Takvim yaprakları 29 Ekim’i gösterdiğinde, yalnızca bir tarih değil, bir milletin yeniden var oluş destanı akıllara gelir. Cumhuriyet, bu topraklarda yalnızca bir yönetim biçimi değil; bir dirilişin, bir uyanışın, bir inancın simgesidir.
1923’te ilan edilen Cumhuriyet, küllerinden doğan bir milletin, iradesini kimseye teslim etmeyeceğinin en güçlü ifadesidir. Yüzyıllar boyunca savaşların, yoksulluğun, işgallerin pençesinde ezilen bir halk; “Egemenlik kayıtsız şartsız milletindir” diyerek kendi kaderinin mimarı olmuştur.

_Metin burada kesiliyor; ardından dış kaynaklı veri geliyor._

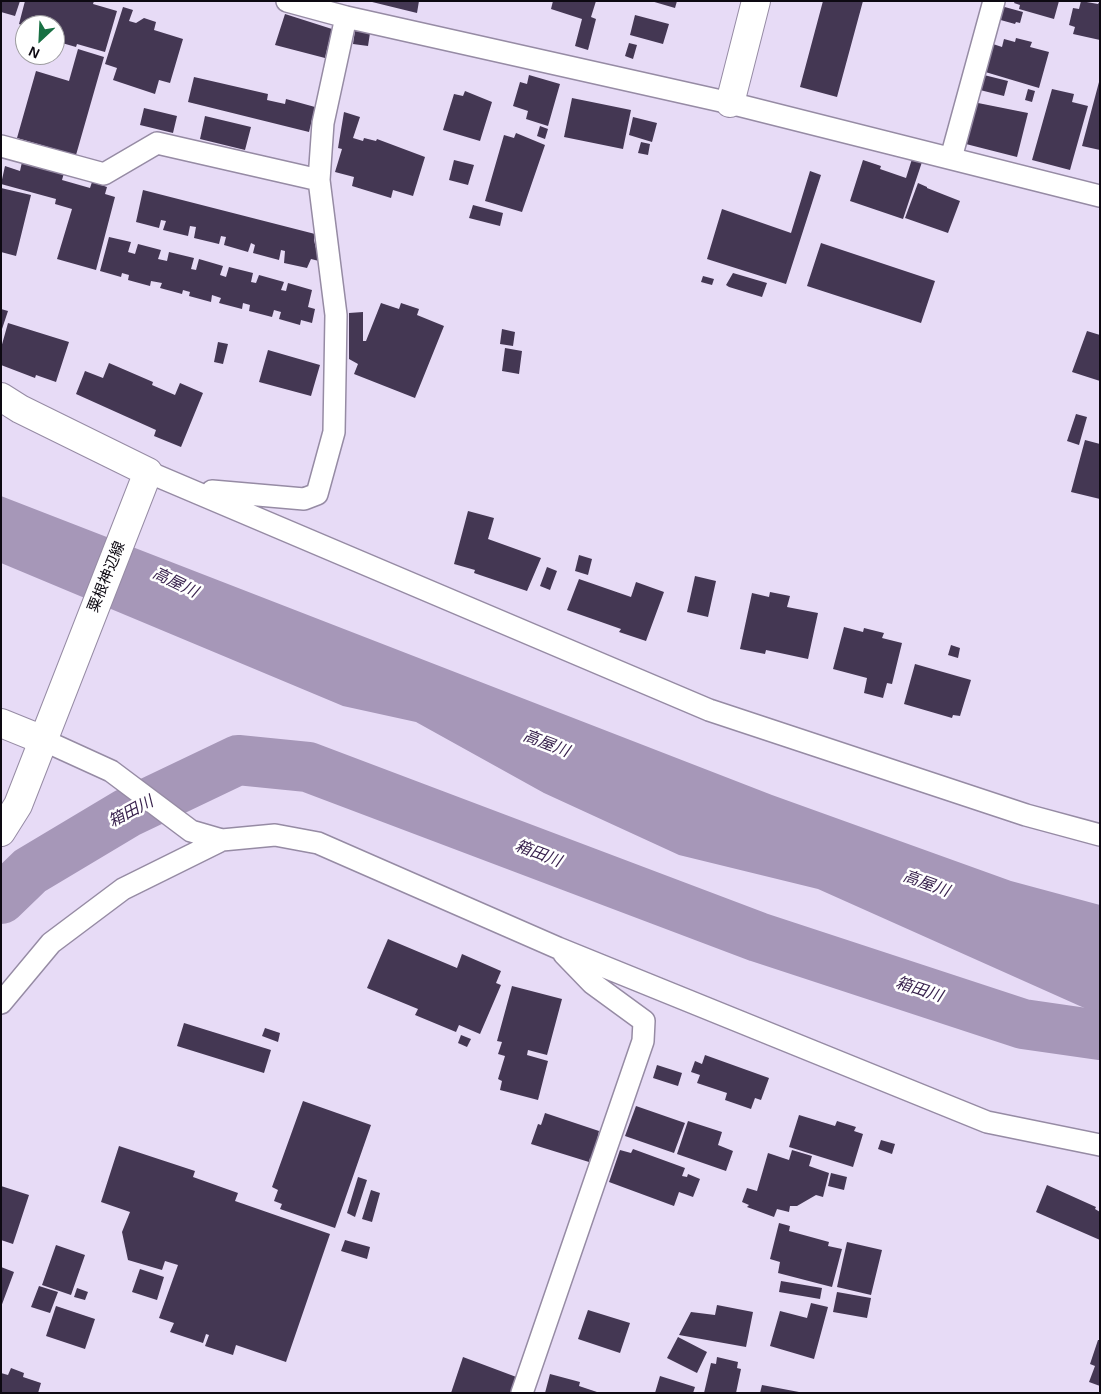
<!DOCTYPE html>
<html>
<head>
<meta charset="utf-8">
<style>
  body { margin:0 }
  #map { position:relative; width:1101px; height:1394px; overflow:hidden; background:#e7dbf6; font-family:Helvetica,sans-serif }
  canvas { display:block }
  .frame { position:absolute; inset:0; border:2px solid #0d0912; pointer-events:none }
  .north { position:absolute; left:15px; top:15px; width:50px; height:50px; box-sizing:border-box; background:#fff; border:1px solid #9e9da0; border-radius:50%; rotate:205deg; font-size:14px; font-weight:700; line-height:20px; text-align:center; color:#0d0912 }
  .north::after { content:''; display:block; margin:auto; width:18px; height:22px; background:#187043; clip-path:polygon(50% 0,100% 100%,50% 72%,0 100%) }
</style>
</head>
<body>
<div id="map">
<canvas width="1101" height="1394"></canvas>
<div class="frame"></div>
<div class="north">N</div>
</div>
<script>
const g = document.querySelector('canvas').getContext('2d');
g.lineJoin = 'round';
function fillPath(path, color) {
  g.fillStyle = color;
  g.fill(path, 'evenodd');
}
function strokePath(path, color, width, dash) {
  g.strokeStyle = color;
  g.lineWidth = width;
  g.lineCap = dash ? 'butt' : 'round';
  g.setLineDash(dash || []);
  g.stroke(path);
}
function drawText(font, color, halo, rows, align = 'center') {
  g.font = font + ' Helvetica,"Noto Sans JP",sans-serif';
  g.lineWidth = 5;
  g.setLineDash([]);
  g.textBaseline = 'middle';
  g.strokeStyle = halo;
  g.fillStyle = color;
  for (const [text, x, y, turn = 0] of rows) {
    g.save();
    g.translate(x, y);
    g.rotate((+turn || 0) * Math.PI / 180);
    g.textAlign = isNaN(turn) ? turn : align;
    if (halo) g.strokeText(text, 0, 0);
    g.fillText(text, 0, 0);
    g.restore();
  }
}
const water = new Path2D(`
  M1,496L772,795L1011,881L1100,905V1015L818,889L679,855L544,793L416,722L343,706L1,563Z`);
const river = new Path2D(`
  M1,899L30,871L127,813L238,760L308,767L758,937L1023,1024L1100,1035`);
const building = new Path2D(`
  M1,1H20L15,16L1,12Z
  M25,1H94L93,4L117,11L105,52L77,44L76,47L55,41V25H25V32L22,31L24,26L19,24Z
  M368,1H419L417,13Z
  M553,1H596L591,17L596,19L588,50L575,46L582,19L551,9Z
  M651,1H677L675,8Z
  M823,1H863L837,97L800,87Z
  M1015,1H1059L1054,19L1019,9L1020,5L1014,3Z
  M1081,1L1098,4L1100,1V40L1073,34L1075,27L1069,25L1073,8L1079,9Z
  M1001,6L1023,12L1020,23L1016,22L1015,24L997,19Z
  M123,7L133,10L129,21L136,23L144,18L156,22L154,30L183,39L170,83L159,80L155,94L113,80L117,68L105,64Z
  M285,14L332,29L325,58L275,45Z
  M635,15L669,24L663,44L630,35Z
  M355,31L370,33L368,46L353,44Z
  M1016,38L1032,42L1030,47L1049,52L1039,88L982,71L990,43L1002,47L1004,39L1015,42Z
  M629,43L637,45L633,59L625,56Z
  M78,49L104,57L76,155L17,138L36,71L69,81Z
  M980,74L1008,81L1004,96L976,89Z
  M529,75L560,84L548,126L526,119L528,111L513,106L520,82L527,84Z
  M194,77L268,94L267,100L285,104L286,99L315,107L309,132L188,102Z
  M1099,82H1100V150L1082,146Z
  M1028,89L1035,91L1032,102L1025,100Z
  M1052,89L1074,94L1072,102L1088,106L1070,170L1032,160Z
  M465,91L492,102L480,141L443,130L454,94L463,96Z
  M572,98L631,110L623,149L564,137Z
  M973,102L1028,113L1017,157L962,143Z
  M144,108L177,116L173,133L140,125Z
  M344,112L360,117L353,138L363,141L364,138L376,141L377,139L425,157L413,196L393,190L391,198L352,186L354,177L335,172L342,149L338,148Z
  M205,116L251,127L245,150L200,139Z
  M633,117L657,123L652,142L629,135Z
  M540,126L548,129L545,139L537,136Z
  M516,133L545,145L522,212L485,201L504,135L514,138Z
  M641,142L650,144L648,155L638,153Z
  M912,159L922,162L903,219L850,201L863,160L881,166L880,169L906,178Z
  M454,160L474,165L468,185L449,180Z
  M22,162L64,173L62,180L90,188L92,182L107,187L105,194L115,197L96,270L57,259L72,209L55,204L56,199L1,184L5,166L20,171Z
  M810,171L821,175L786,284L707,259L722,209L791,233Z
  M918,183L927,187V188L960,201L948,233L905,218Z
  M1,188L31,195L16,256L1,252Z
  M143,190L315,234L314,240L319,261L311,259L307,268L284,263L285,251L281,250L279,260L253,253L255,245L251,243L248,252L224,245L226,237L221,236L219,244L194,238L196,227L190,226L188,236L163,230L166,221L161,220L159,228L136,222Z
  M473,205L503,213L500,226L469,218Z
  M109,237L131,242L128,252L135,254L138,244L161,250L158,259L167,261L169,252L194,258L191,269L196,270L199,259L223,266L220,275L226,277L229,267L253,273L251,282L256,283L259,275L284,282L281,290L286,291L288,283L312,290L308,307L315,309L312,323L301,320L300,325L279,319L281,312L274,310L272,317L249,311L250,305L243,303L242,309L219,303L221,298L212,295L211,302L189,296L190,292L183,290L182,294L160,288L162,283L151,281L150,286L128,280L129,275L122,273L121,277L100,271Z
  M821,243L935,281L921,323L807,286Z
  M733,273L767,283L762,297L729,287L726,285Z
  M703,276L714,279L712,285L701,282Z
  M381,303L399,309L401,303L419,309L417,315L444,326L415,398L354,374L358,364L349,359V313L363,312V341H366Z
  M1,309L8,311L2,329H1Z
  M8,323L69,342L56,382L36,375L35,378L1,365V348Z
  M502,329L515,332L513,346L500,344Z
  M1087,331L1100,335V381L1072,372Z
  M218,342L228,344L223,364L214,362Z
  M505,348L522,351L519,374L502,371Z
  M268,350L320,365L311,396L259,382Z
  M109,363L153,382L152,385L175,395L180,383L203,393L181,447L154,436L156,430L76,394L85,371L103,378Z
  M1076,414L1087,417L1079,445L1067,441Z
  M1085,440L1100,444V499L1071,492Z
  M468,511L494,518L488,539L541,558L527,591L474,573L475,570L454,564Z
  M579,555L592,559L588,575L575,571Z
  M547,567L557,571L550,590L540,586Z
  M695,576L716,581L708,617L687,612Z
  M579,579L631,597L636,582L664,592L646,641L619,632L621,629L567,610Z
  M770,592L790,596L787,607L818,613L808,659L766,650L765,654L740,649L752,593L769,597Z
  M844,627L863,632L864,628L884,633L882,638L902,643L892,684L887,683L883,698L864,693L867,678L833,669Z
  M951,645L960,648L958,658L948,655Z
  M915,664L971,680L960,716L953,715L952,718L904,704Z
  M388,939L457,968L462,954L501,971L496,983L501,985L480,1034L459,1025L456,1032L415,1015L418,1009L367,988Z
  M512,986L562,999L547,1055L528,1050L527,1055L548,1061L538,1100L500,1090L502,1081L498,1079L505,1056L498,1054L502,1042L497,1041Z
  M184,1023L271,1050L264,1073L177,1046Z
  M265,1028L280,1033L278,1042L262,1036Z
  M461,1035L471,1039L467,1047L458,1043Z
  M705,1055L769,1078L761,1100L755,1098L751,1109L725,1100L727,1093L697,1083L700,1075L691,1072L695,1061L702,1064Z
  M657,1065L682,1073L678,1086L653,1078Z
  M303,1101L371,1125L335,1228L280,1209L282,1204L274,1201L278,1190L272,1187Z
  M636,1106L685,1123L674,1153L625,1136Z
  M545,1113L599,1131L593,1159L590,1158L589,1162L531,1144L538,1124L541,1125Z
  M799,1115L835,1126L837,1121L856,1127L854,1131L863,1134L853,1167L789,1147Z
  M688,1121L722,1132L718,1145L733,1151L726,1171L677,1154Z
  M881,1140L895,1144L892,1154L878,1149Z
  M119,1146L195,1171L193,1177L238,1193L235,1201L330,1234L286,1362L236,1345L233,1355L205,1346L209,1335L206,1334L203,1343L170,1332L174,1323L159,1318L178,1265L165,1261L162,1270L128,1260L122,1232L130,1212L101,1202Z
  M633,1149L685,1168L682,1176L687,1177L688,1174L700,1179L693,1197L679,1192L674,1206L609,1182L620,1150L631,1153Z
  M792,1150L812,1156L809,1166L829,1173L823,1197L816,1195L797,1206H790L789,1212L777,1209L774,1217L747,1207L749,1205L742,1202L747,1188L757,1191L768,1153L789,1160Z
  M831,1173L847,1177L844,1190L828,1186Z
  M358,1177L367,1180L355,1217L347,1213Z
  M1047,1185L1096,1207L1095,1209L1100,1212V1240L1036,1212Z
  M1,1186L29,1195L13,1244L1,1240Z
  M371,1190L380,1193L372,1222L362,1219Z
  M779,1223L790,1226L789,1231L829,1242L828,1246L842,1249L832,1287L778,1273L780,1262L770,1259Z
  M345,1240L370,1247L367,1259L341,1251Z
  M847,1242L882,1250L871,1295L837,1287Z
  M56,1245L85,1255L71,1295L42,1285Z
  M1,1267L14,1272L1,1307Z
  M140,1269L164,1277L157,1300L132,1292Z
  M781,1281L822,1288L820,1299L779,1292Z
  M39,1286L58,1292L50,1313L31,1307Z
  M77,1288L88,1292L85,1300L74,1297Z
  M837,1292L871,1298L867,1318L833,1312Z
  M811,1303L828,1307L814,1359L770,1346L780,1311L807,1318Z
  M717,1305L753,1312L746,1347L679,1335L691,1312L715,1315Z
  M56,1306L95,1319L85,1349L46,1336Z
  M588,1310L630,1323L620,1353L578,1339Z
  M678,1337L707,1352L697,1373L667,1358Z
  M1098,1340H1100V1386L1089,1382L1095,1366L1090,1364Z
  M463,1357L519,1378L513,1393H451Z
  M717,1357L738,1362L737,1368L741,1369L736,1393H704L711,1363L716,1364Z
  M11,1368L24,1373L23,1377L41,1383L38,1393H1V1373L8,1375Z
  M550,1374L580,1382L579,1386L600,1393H545Z
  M660,1376L695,1387L693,1393H655Z
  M762,1385L799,1392V1393H760Z`);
const street = new Path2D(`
  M287,1L346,17L730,103L1100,196
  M1,146L104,174L157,143L319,180
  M951,158L994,1
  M148,472L709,710L1026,815L1100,835
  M212,491L304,499L317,494L334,432L336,315L319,180L323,123L346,17
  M43,740L111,771L191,831L222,840L275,835L318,843L558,948L987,1122L1100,1145
  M1,1003L51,943L123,889L222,840
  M522,1393L643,1041L644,1021L592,983L564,954`);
const secondary = new Path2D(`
  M730,103L756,1
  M1,397L20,409L148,472L18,805L1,832
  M1,723L43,740`);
const streetNames = [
  ["粟根神辺線",107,577,-68]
];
const waterNames = [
  ["高屋川",175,583,26],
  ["高屋川",546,744,21],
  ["箱田川",131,812,-28],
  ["箱田川",538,854,21],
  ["高屋川",926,884,20],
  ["箱田川",919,990,18]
];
fillPath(water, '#a697b8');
strokePath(river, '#a697b8', 50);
fillPath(building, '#443753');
strokePath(street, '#968ba4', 24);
strokePath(secondary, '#968ba4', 30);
strokePath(street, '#fff', 21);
strokePath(secondary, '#fff', 28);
drawText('15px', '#0d0912', '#fff', streetNames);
drawText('italic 16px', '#361f4b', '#fff', waterNames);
</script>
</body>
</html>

Mustafa Kemal Atatürk’ün “Türk milletinin karakterine ve adetlerine en uygun idare” olarak tanımladığı Cumhuriyet, aslında bir zihniyet devrimidir. Halkın sesinin devletin sesiyle birleştiği, özgür bireylerin ülkesidir Türkiye Cumhuriyeti.
Bugün 29 Ekim’i kutlarken sadece geçmişi anmıyoruz; aynı zamanda geleceğe bir söz veriyoruz.
Bu topraklarda özgürlüğün, adaletin, eşitliğin ve bilimin ışığı hiç sönmeyecek.
Cumhuriyet’i yalnızca törenlerde değil, her gün yaşatarak, her adımda savunarak yücelteceğiz.
Unutmayalım, Cumhuriyet bize emanet değil, sorumluluktur.
O sorumluluk da hepimizin omzundadır: Öğretmen sınıfta, işçi atölyede, çiftçi tarlada, öğrenci sırasındayken…
Çünkü Cumhuriyet, hepimizin ortak hikayesidir.
Yaşasın Cumhuriyet!
Yaşasın bu milletin onurlu yürüyüşü!